* [Problem details]: Find the lines below holding the word "absolute" and copy each of them.

* [Records]:
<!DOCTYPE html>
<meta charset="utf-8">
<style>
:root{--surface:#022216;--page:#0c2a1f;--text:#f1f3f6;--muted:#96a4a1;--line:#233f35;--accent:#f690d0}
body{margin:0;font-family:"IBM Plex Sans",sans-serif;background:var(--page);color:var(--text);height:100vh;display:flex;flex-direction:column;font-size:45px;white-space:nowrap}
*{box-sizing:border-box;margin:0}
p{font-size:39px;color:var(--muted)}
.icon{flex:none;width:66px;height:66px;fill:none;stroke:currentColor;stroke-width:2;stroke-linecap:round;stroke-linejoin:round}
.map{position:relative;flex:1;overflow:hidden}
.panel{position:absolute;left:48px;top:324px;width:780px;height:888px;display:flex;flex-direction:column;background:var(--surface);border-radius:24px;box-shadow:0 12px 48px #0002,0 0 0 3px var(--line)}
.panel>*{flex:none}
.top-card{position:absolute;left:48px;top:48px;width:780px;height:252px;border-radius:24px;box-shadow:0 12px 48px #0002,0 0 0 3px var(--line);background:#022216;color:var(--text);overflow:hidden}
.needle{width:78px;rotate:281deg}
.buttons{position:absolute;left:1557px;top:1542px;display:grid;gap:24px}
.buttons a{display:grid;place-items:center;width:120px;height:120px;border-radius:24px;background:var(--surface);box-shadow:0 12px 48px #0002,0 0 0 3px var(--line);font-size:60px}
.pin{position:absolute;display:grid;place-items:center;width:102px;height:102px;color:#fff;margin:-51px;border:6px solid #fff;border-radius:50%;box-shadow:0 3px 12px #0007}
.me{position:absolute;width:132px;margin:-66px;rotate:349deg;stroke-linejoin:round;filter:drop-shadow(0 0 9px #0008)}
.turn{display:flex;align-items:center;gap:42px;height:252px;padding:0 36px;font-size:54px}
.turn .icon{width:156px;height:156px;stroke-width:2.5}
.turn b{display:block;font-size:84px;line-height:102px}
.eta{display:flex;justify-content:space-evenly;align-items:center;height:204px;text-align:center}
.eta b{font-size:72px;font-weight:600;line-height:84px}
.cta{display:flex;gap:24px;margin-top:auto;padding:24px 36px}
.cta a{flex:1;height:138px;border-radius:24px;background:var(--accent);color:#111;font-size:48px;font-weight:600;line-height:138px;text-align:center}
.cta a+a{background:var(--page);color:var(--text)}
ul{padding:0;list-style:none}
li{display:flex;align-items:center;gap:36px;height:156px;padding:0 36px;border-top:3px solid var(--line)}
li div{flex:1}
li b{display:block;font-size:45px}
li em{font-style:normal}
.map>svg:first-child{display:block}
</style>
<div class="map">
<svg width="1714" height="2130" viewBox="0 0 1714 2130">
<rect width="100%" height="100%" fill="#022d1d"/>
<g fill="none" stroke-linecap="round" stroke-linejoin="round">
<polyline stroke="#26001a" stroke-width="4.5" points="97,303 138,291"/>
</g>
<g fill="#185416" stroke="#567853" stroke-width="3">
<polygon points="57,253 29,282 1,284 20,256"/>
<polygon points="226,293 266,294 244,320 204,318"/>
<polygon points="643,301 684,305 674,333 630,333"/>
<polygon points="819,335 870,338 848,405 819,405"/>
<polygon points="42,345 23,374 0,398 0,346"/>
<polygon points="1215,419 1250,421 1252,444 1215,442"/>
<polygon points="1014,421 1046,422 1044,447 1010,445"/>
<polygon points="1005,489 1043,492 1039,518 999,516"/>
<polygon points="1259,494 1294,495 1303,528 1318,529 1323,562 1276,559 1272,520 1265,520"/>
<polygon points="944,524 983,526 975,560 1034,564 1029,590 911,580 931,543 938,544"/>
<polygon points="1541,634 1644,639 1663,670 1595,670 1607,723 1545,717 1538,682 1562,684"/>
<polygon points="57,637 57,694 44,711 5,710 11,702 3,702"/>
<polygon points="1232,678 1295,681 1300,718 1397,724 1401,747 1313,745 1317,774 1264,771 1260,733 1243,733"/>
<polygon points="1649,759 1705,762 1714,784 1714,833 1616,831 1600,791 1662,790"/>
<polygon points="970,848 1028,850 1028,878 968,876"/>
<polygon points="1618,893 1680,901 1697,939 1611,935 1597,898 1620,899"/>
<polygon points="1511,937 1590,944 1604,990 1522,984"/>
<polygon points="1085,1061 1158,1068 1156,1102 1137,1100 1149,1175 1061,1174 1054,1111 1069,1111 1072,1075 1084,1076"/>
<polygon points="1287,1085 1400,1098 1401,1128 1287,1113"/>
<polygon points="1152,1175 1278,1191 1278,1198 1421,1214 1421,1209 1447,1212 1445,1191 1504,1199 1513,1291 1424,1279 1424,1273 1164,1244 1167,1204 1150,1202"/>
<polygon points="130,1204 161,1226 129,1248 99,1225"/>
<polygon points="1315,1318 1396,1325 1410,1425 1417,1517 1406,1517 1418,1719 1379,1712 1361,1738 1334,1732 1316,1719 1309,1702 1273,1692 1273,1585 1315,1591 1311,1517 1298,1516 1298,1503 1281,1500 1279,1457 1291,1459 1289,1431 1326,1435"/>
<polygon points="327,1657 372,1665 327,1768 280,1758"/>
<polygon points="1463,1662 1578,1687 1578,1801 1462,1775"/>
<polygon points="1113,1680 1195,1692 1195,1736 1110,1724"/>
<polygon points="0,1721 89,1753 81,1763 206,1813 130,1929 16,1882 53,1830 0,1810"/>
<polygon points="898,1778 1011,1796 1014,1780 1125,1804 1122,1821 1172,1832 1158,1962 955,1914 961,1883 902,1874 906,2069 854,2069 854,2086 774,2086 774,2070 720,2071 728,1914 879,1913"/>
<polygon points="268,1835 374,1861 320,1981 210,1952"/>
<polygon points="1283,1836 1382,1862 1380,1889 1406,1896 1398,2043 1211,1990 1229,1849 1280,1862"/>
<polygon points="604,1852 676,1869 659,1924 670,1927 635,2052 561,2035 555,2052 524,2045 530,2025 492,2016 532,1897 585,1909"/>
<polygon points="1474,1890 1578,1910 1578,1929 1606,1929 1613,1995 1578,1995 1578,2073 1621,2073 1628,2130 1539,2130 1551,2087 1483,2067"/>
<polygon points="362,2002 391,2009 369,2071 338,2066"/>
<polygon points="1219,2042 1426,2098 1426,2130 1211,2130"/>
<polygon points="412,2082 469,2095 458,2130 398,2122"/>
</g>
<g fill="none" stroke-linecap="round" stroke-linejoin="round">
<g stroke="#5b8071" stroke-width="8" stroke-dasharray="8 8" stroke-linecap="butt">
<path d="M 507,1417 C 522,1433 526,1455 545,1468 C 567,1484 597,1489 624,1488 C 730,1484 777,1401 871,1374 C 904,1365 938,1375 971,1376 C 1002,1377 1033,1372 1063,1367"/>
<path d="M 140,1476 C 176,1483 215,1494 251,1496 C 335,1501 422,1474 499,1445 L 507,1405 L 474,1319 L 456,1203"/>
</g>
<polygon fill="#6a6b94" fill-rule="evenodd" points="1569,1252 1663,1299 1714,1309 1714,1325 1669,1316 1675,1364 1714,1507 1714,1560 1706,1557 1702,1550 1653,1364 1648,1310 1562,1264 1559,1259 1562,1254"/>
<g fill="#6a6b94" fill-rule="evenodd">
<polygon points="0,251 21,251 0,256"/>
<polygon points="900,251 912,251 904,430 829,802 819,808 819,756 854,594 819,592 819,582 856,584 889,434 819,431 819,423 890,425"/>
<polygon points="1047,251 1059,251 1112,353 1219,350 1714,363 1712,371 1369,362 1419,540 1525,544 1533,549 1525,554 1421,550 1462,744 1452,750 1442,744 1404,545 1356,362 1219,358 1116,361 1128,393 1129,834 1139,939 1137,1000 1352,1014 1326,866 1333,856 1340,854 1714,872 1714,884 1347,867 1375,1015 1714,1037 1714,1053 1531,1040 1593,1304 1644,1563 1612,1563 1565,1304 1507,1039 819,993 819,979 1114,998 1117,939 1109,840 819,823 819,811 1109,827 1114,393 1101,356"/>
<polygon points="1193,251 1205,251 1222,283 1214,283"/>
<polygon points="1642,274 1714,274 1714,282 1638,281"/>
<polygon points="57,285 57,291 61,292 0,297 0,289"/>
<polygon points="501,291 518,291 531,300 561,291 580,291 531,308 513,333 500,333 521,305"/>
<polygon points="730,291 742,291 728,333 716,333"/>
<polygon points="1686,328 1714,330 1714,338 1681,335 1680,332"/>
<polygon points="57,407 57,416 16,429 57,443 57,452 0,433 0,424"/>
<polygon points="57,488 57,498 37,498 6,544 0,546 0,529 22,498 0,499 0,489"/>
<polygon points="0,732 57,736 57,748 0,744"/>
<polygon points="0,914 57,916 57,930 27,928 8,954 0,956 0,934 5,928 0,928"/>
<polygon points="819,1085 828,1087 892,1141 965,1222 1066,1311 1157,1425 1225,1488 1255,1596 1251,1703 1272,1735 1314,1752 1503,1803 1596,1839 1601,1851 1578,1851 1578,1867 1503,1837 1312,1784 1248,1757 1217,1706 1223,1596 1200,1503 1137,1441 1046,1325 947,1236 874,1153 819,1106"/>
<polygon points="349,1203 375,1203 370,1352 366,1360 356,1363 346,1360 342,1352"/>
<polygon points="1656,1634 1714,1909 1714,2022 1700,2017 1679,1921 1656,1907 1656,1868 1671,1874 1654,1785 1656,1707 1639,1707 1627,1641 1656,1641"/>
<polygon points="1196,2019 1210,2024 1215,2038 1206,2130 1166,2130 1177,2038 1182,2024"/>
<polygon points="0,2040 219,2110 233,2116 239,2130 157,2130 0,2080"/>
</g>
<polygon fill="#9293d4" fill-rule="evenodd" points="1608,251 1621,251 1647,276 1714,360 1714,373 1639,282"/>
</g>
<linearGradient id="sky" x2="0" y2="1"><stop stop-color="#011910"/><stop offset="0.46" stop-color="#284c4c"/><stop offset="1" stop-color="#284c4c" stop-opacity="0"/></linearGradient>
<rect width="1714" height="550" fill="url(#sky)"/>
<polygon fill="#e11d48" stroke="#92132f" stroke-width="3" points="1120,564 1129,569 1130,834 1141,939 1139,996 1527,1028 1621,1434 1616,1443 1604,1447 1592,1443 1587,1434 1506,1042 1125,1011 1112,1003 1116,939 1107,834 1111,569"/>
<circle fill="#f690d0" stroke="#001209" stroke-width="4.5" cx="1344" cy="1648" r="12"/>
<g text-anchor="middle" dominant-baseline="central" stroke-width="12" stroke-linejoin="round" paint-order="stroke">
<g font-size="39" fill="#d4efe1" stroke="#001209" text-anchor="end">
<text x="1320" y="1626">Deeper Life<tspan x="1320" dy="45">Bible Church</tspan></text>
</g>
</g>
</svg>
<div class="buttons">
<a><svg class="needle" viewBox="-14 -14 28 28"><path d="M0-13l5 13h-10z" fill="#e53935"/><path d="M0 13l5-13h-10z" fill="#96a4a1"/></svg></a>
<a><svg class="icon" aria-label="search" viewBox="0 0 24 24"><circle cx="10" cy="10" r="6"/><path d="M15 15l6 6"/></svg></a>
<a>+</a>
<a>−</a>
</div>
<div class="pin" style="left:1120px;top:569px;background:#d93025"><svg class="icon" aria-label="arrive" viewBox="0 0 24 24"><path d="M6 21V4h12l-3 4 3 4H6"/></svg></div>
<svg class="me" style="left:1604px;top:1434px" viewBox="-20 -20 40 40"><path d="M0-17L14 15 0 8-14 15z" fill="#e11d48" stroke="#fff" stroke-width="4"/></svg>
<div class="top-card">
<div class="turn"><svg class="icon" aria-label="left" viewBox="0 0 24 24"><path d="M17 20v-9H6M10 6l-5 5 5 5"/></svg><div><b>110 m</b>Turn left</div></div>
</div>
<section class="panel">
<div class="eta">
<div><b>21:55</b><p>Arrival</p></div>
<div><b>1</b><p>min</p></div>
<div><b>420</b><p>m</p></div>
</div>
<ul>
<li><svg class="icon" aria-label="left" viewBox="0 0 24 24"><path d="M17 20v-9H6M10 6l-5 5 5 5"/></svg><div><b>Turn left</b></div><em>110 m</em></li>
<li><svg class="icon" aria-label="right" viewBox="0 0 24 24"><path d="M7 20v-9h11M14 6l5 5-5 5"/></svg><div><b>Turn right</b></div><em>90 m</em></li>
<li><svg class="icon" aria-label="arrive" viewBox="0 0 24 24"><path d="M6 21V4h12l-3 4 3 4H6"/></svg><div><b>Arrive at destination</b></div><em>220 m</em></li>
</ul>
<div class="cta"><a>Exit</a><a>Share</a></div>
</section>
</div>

* [Exercise answer]:
.panel{position:absolute;left:48px;top:324px;width:780px;height:888px;display:flex;flex-direction:column;background:var(--surface);border-radius:24px;box-shadow:0 12px 48px #0002,0 0 0 3px var(--line)}
.top-card{position:absolute;left:48px;top:48px;width:780px;height:252px;border-radius:24px;box-shadow:0 12px 48px #0002,0 0 0 3px var(--line);background:#022216;color:var(--text);overflow:hidden}
.buttons{position:absolute;left:1557px;top:1542px;display:grid;gap:24px}
.pin{position:absolute;display:grid;place-items:center;width:102px;height:102px;color:#fff;margin:-51px;border:6px solid #fff;border-radius:50%;box-shadow:0 3px 12px #0007}
.me{position:absolute;width:132px;margin:-66px;rotate:349deg;stroke-linejoin:round;filter:drop-shadow(0 0 9px #0008)}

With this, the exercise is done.